■ Exercise objective ■
Below are the records; tally the lines that include "main" and report only the total.

■ Supplied information ■
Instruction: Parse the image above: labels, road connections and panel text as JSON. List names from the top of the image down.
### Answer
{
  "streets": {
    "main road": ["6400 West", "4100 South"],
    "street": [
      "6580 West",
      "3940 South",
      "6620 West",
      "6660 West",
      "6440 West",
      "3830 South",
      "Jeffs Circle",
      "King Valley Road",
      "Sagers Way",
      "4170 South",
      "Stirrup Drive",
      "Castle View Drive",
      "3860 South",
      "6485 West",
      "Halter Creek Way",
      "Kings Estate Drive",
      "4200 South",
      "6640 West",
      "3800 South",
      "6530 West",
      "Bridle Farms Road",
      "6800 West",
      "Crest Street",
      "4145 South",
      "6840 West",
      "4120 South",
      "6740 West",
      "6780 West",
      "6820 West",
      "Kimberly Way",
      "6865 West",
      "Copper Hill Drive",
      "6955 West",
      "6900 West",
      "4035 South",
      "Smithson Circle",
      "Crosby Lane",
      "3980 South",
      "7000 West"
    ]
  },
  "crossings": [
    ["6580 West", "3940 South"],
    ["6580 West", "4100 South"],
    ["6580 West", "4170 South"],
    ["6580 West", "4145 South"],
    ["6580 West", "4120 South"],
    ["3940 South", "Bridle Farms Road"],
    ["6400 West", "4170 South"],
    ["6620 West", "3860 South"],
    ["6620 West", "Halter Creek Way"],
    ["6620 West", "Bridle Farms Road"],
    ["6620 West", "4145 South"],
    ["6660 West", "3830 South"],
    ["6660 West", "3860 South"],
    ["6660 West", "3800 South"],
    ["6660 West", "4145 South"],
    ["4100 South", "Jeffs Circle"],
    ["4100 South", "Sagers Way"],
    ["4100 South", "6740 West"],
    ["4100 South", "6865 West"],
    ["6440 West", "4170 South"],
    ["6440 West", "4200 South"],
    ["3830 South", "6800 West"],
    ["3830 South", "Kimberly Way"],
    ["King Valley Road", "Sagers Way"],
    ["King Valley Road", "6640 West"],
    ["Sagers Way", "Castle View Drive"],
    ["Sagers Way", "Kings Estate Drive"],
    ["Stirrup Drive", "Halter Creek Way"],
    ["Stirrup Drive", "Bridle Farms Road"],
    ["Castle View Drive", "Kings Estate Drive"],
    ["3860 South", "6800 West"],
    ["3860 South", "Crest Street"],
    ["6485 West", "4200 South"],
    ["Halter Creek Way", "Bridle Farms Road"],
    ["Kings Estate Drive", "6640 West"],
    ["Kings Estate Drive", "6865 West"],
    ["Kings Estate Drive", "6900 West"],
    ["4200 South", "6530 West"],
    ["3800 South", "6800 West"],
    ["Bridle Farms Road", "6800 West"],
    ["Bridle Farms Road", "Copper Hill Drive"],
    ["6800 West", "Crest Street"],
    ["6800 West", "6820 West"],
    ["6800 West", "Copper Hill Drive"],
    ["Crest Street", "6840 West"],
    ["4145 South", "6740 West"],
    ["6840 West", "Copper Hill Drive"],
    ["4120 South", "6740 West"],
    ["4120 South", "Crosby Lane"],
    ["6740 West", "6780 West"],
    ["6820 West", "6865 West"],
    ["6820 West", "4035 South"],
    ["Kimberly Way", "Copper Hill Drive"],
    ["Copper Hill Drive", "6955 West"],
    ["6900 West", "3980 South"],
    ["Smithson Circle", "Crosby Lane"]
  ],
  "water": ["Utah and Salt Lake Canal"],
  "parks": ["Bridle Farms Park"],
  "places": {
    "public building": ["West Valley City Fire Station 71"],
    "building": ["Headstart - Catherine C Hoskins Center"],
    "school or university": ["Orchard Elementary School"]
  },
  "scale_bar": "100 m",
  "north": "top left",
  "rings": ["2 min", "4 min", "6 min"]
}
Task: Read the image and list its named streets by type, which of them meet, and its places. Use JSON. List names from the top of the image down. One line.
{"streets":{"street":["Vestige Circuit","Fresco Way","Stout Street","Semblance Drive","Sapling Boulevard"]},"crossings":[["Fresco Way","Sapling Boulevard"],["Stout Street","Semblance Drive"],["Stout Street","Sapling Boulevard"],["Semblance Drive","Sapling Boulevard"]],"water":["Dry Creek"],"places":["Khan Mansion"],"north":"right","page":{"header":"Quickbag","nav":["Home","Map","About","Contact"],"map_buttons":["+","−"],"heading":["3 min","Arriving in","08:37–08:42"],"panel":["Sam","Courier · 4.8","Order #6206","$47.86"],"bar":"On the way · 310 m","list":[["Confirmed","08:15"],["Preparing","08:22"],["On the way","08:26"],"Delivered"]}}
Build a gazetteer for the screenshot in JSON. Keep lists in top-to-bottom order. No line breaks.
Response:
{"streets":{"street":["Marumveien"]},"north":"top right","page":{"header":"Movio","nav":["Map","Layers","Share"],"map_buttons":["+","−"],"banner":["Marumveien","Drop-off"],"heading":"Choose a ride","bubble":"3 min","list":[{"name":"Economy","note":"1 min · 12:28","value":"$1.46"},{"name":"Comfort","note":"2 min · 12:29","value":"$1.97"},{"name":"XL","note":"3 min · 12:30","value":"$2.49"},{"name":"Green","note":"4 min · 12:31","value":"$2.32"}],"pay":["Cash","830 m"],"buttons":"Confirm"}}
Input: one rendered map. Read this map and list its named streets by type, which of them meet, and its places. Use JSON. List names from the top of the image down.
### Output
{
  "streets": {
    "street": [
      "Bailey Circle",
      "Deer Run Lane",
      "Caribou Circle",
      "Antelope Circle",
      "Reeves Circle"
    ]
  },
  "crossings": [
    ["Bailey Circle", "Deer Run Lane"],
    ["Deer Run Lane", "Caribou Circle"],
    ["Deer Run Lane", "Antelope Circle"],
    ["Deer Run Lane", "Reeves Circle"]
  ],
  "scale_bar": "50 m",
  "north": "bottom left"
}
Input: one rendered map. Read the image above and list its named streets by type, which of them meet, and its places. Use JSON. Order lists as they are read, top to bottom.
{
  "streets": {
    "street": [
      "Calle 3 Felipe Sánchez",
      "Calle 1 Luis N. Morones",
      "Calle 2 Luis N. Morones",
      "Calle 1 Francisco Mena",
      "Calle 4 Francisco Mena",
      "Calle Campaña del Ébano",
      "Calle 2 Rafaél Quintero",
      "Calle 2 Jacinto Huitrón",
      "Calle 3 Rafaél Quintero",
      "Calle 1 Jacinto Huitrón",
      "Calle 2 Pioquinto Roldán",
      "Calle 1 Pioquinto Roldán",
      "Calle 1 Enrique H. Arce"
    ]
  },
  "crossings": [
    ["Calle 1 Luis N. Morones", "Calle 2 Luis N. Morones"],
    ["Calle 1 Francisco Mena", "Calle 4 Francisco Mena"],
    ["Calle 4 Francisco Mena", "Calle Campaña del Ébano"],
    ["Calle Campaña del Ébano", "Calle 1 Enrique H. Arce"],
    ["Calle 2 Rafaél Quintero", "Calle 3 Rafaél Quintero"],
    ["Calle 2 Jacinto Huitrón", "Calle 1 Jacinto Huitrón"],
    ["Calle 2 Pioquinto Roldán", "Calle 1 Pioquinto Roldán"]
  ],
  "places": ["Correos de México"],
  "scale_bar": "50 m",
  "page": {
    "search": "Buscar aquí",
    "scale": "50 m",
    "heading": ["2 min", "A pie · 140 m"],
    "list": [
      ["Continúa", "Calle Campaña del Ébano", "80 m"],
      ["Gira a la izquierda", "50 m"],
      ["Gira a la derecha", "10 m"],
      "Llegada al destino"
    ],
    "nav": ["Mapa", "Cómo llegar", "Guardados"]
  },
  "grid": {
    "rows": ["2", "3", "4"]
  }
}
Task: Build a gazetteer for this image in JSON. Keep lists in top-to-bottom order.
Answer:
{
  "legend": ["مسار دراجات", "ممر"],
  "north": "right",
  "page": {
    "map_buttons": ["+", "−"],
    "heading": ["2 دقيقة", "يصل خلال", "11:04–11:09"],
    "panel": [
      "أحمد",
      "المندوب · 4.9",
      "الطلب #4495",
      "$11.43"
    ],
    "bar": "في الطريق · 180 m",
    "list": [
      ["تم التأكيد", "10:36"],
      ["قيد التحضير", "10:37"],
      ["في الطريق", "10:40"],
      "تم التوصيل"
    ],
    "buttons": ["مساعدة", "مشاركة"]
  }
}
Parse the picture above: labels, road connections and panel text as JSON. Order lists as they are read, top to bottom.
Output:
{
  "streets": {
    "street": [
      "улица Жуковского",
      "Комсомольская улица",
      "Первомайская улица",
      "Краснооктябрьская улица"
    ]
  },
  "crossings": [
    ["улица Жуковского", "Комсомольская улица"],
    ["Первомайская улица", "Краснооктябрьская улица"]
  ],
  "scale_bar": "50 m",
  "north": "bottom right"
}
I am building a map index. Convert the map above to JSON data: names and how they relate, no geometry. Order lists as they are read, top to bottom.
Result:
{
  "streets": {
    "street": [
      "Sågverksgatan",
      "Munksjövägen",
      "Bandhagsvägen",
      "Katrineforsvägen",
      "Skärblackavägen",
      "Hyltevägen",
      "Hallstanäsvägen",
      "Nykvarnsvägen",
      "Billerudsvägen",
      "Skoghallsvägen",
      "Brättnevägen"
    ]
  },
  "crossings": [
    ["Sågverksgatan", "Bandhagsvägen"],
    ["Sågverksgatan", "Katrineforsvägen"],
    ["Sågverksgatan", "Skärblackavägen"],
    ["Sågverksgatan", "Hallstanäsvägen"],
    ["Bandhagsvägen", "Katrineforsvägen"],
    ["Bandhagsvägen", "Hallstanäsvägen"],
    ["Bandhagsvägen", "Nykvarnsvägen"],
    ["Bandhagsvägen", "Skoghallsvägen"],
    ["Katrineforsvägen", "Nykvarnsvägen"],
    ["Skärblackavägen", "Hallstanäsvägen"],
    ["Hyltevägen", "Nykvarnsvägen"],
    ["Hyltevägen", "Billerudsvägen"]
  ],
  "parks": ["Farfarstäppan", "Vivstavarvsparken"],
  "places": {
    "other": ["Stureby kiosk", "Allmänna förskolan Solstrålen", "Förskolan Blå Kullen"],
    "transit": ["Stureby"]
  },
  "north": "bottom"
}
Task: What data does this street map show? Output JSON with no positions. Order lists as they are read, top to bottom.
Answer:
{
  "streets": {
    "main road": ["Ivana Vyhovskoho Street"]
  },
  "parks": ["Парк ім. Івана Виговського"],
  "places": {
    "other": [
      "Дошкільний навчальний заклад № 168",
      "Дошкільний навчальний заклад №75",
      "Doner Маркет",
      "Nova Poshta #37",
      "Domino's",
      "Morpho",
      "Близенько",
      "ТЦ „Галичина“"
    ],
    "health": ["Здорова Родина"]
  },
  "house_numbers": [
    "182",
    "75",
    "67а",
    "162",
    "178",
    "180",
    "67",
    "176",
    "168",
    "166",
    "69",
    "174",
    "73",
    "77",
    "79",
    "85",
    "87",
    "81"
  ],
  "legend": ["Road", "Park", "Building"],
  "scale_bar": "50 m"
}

■ Solution for this exercise ■
2